### DATASET RECORDS

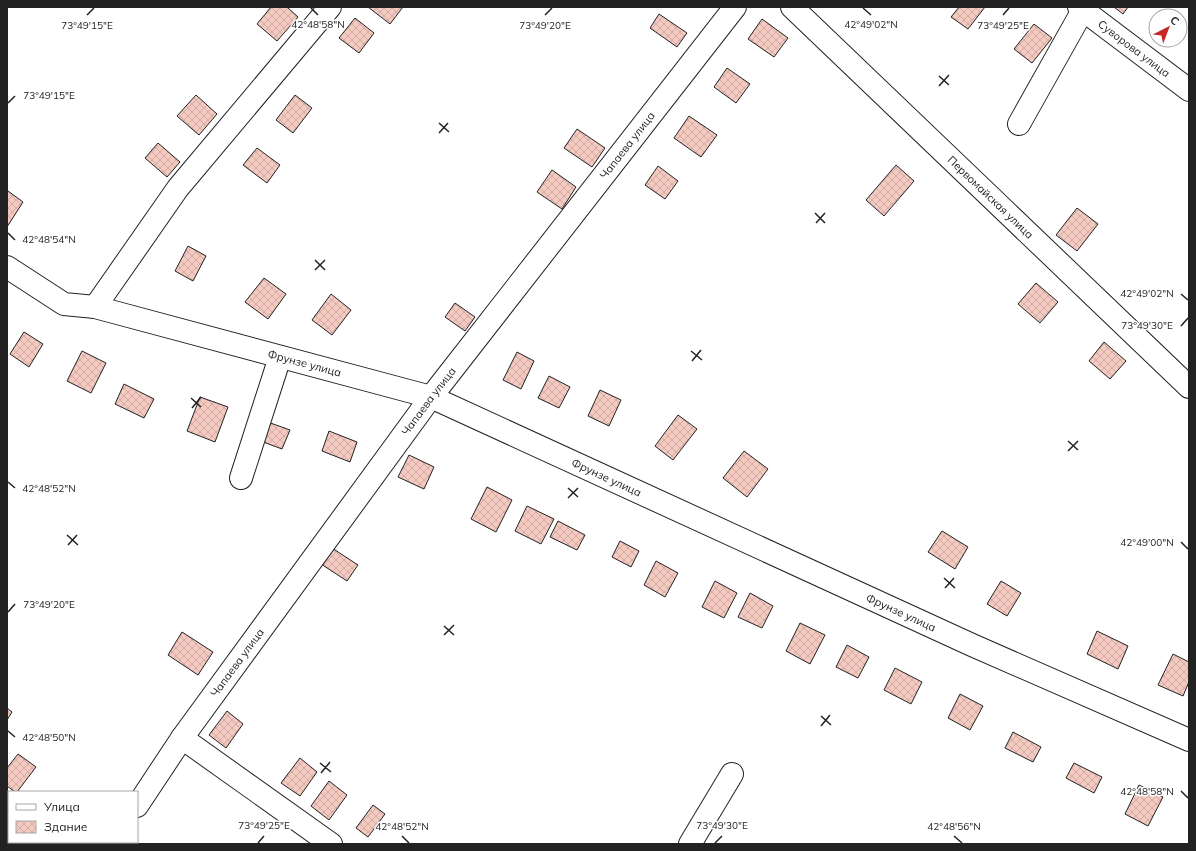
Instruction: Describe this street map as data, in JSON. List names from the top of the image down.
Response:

######
### DATASET RECORDS

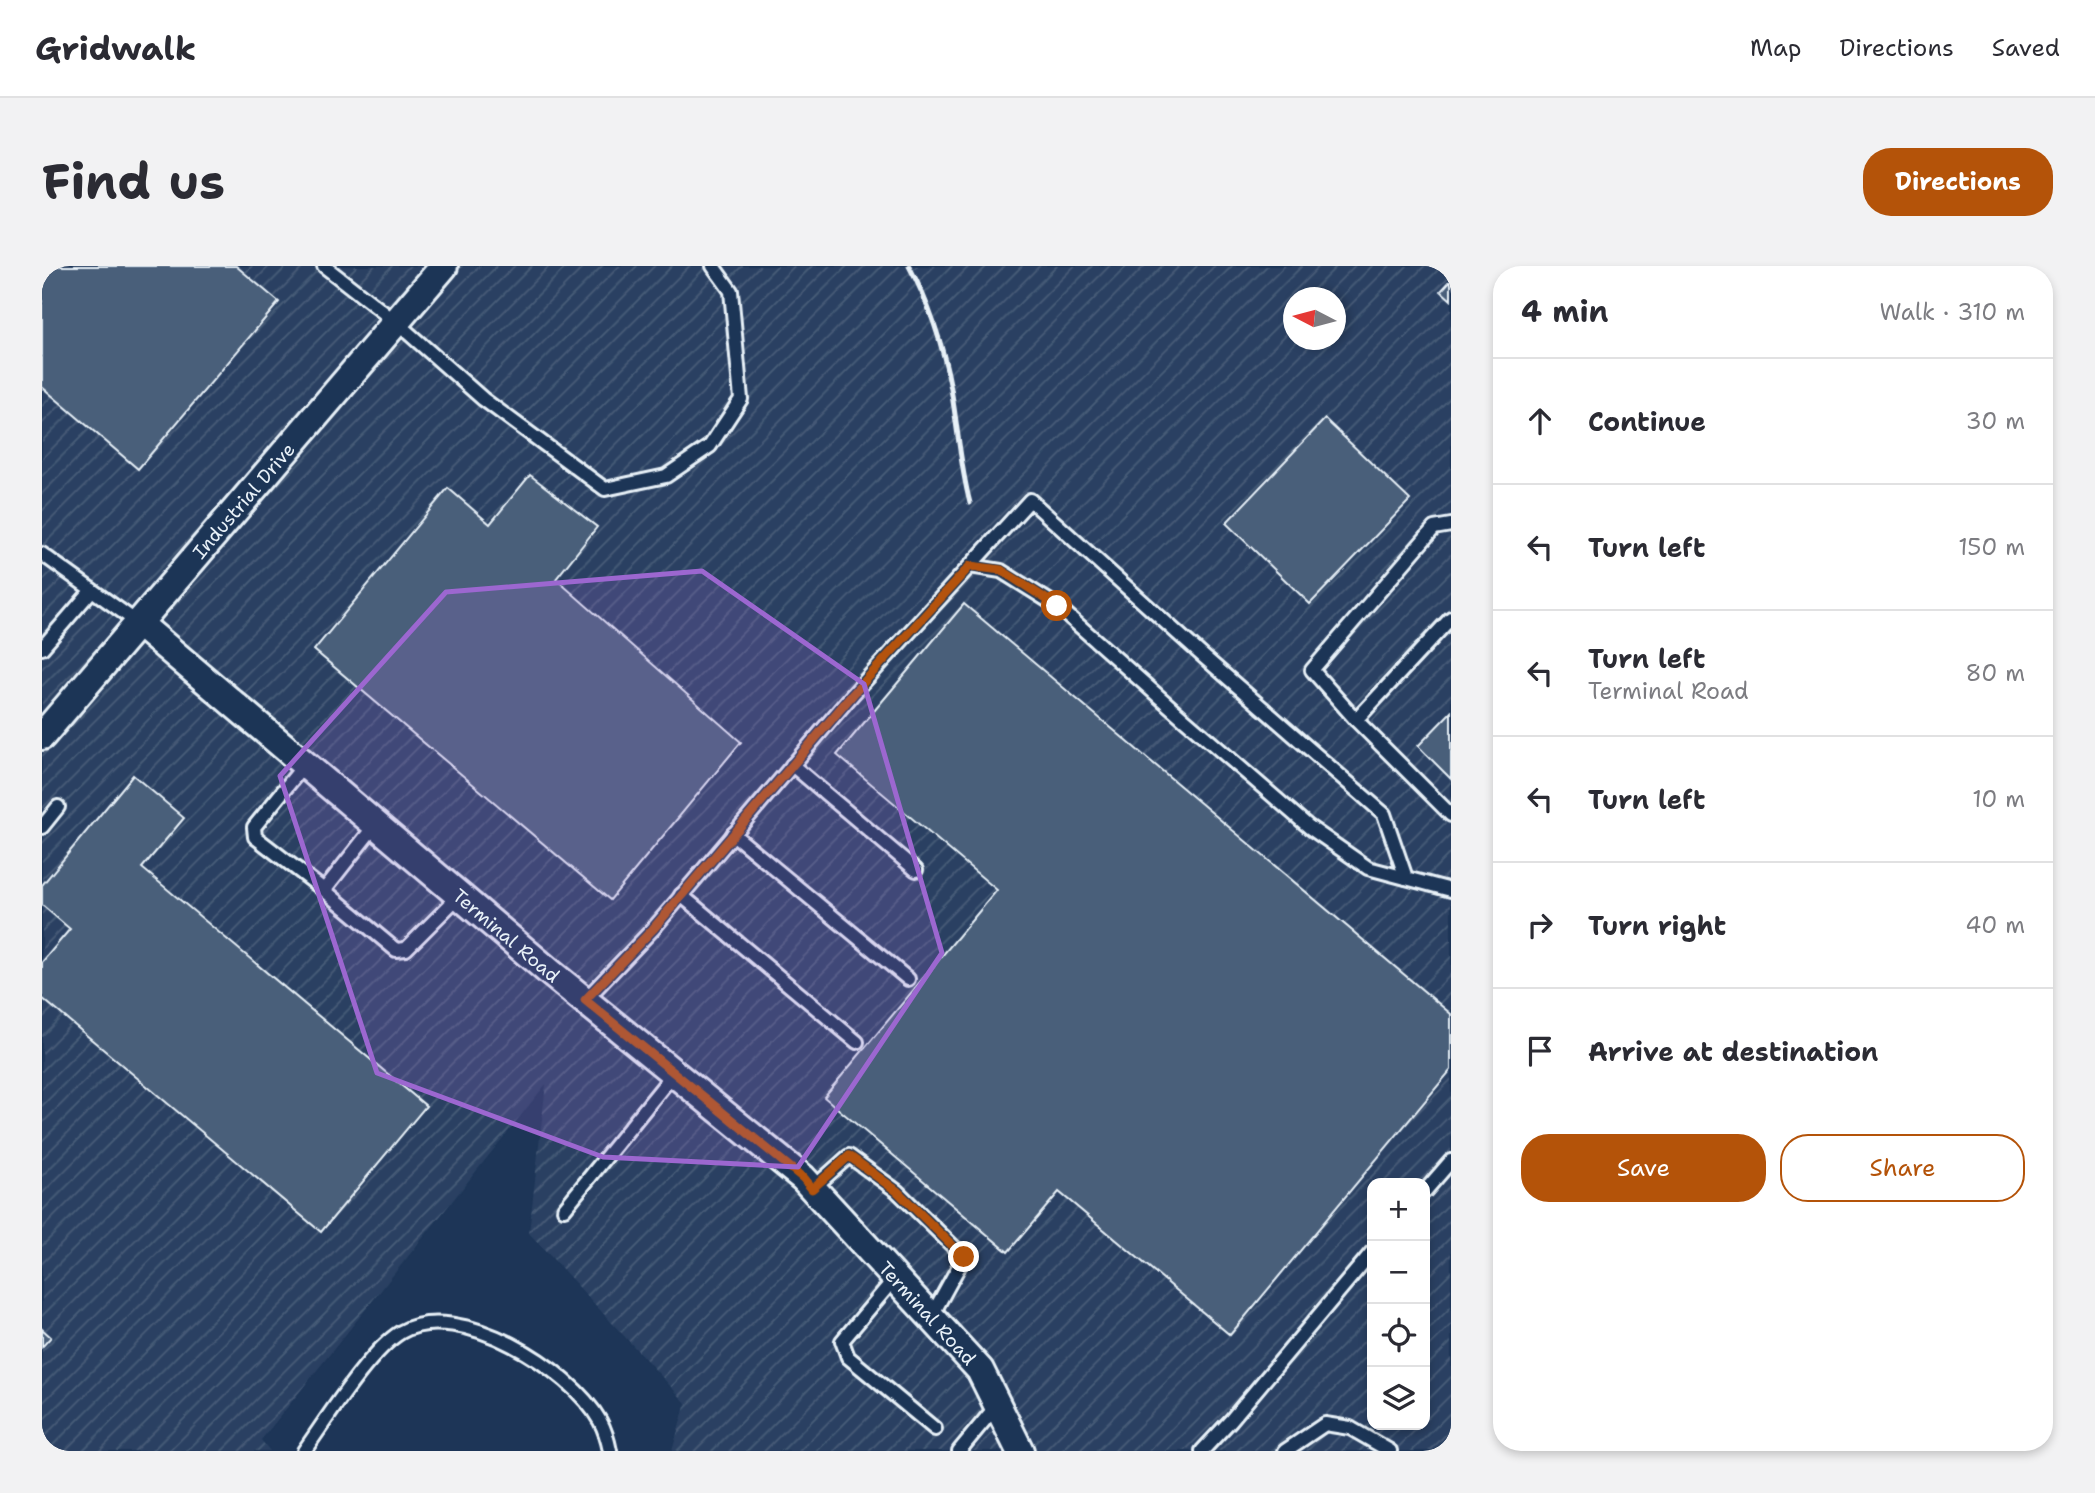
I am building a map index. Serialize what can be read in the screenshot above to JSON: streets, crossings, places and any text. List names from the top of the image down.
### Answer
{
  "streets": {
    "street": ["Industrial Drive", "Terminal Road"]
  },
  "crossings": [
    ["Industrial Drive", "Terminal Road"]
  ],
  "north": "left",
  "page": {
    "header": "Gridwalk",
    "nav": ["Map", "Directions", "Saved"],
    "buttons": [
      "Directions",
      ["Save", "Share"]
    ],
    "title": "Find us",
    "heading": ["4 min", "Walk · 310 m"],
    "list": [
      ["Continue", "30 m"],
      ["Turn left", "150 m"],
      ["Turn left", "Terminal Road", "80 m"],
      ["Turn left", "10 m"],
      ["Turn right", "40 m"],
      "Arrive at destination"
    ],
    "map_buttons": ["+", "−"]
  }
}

######

# EXERCISE DIRECTIONS
Scan the material above for "from". Copy every line where it appears.

# RESPONSE TO THIS TASK
Instruction: Describe this street map as data, in JSON. List names from the top of the image down.
I am building a map index. Serialize what can be read in the screenshot above to JSON: streets, crossings, places and any text. List names from the top of the image down.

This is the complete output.